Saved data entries
= = = =
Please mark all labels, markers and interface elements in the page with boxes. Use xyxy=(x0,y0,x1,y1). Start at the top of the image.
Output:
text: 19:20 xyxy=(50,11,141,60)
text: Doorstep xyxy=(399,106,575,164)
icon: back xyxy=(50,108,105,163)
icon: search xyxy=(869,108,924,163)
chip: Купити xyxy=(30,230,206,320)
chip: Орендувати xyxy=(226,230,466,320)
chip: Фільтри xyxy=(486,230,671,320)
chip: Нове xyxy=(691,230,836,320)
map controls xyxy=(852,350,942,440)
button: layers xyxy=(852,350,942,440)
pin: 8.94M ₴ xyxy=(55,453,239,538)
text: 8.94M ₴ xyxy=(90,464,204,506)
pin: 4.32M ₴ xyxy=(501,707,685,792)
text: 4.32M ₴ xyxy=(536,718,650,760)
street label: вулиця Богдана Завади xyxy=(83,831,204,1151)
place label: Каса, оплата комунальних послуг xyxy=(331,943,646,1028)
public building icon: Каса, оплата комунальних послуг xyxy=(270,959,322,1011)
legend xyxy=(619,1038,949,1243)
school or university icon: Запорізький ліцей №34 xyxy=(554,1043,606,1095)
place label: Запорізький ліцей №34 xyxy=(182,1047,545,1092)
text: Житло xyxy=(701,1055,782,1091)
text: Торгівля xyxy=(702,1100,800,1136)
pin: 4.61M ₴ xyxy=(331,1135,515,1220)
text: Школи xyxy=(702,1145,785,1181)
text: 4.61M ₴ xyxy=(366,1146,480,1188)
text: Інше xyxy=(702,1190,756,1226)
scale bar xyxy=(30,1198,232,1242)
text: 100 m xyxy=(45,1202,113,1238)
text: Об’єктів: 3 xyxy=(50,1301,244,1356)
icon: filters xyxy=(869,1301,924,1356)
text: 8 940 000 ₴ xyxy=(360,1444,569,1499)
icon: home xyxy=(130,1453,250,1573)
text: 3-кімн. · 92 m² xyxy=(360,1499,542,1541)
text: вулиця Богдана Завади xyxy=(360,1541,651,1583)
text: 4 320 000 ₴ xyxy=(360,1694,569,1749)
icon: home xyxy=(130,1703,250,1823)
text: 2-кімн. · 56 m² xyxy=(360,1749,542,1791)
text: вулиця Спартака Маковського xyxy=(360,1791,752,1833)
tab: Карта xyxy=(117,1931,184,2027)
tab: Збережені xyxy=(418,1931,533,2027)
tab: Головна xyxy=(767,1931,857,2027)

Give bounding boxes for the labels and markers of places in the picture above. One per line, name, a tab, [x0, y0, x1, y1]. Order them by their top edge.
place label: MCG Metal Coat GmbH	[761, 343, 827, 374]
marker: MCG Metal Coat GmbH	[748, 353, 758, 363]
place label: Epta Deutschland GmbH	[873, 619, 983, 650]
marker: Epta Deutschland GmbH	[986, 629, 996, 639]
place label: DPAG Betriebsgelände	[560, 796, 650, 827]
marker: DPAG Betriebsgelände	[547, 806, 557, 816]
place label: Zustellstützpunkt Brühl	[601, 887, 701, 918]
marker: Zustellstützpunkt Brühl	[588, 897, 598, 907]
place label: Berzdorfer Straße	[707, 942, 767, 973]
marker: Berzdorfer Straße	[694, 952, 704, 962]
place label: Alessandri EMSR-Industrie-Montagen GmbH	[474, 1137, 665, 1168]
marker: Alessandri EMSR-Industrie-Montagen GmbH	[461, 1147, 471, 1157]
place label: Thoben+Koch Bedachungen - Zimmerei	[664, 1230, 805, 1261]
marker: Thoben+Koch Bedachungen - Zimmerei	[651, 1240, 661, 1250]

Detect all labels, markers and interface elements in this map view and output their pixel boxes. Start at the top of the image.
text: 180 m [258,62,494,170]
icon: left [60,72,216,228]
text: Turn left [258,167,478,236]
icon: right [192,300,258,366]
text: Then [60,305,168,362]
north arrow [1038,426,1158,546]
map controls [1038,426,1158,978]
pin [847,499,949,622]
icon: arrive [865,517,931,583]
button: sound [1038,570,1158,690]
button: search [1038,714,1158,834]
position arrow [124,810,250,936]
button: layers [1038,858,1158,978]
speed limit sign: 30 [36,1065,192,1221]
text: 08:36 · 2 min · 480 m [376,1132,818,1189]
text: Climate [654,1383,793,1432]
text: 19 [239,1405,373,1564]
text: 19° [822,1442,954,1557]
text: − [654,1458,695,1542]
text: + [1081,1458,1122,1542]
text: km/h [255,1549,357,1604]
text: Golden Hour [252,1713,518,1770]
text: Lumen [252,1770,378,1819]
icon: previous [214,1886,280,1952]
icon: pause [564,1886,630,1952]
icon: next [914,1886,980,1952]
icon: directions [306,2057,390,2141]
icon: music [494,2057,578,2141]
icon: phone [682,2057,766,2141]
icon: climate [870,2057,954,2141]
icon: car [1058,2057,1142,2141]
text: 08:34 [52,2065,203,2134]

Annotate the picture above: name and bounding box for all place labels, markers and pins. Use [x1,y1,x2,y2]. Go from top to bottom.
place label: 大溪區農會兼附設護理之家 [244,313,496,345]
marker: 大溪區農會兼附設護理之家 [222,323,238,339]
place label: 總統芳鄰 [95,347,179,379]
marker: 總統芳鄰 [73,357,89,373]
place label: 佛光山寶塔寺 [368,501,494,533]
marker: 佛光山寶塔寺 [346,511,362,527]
= = = =
_Directions:_
Set down, exactly and in full, the lines from the one containing "Annotate the picture" through the end of the entries; no other line belongs.

_Task result:_
Annotate the picture above: name and bounding box for all place labels, markers and pins. Use [x1,y1,x2,y2]. Go from top to bottom.
place label: 大溪區農會兼附設護理之家 [244,313,496,345]
marker: 大溪區農會兼附設護理之家 [222,323,238,339]
place label: 總統芳鄰 [95,347,179,379]
marker: 總統芳鄰 [73,357,89,373]
place label: 佛光山寶塔寺 [368,501,494,533]
marker: 佛光山寶塔寺 [346,511,362,527]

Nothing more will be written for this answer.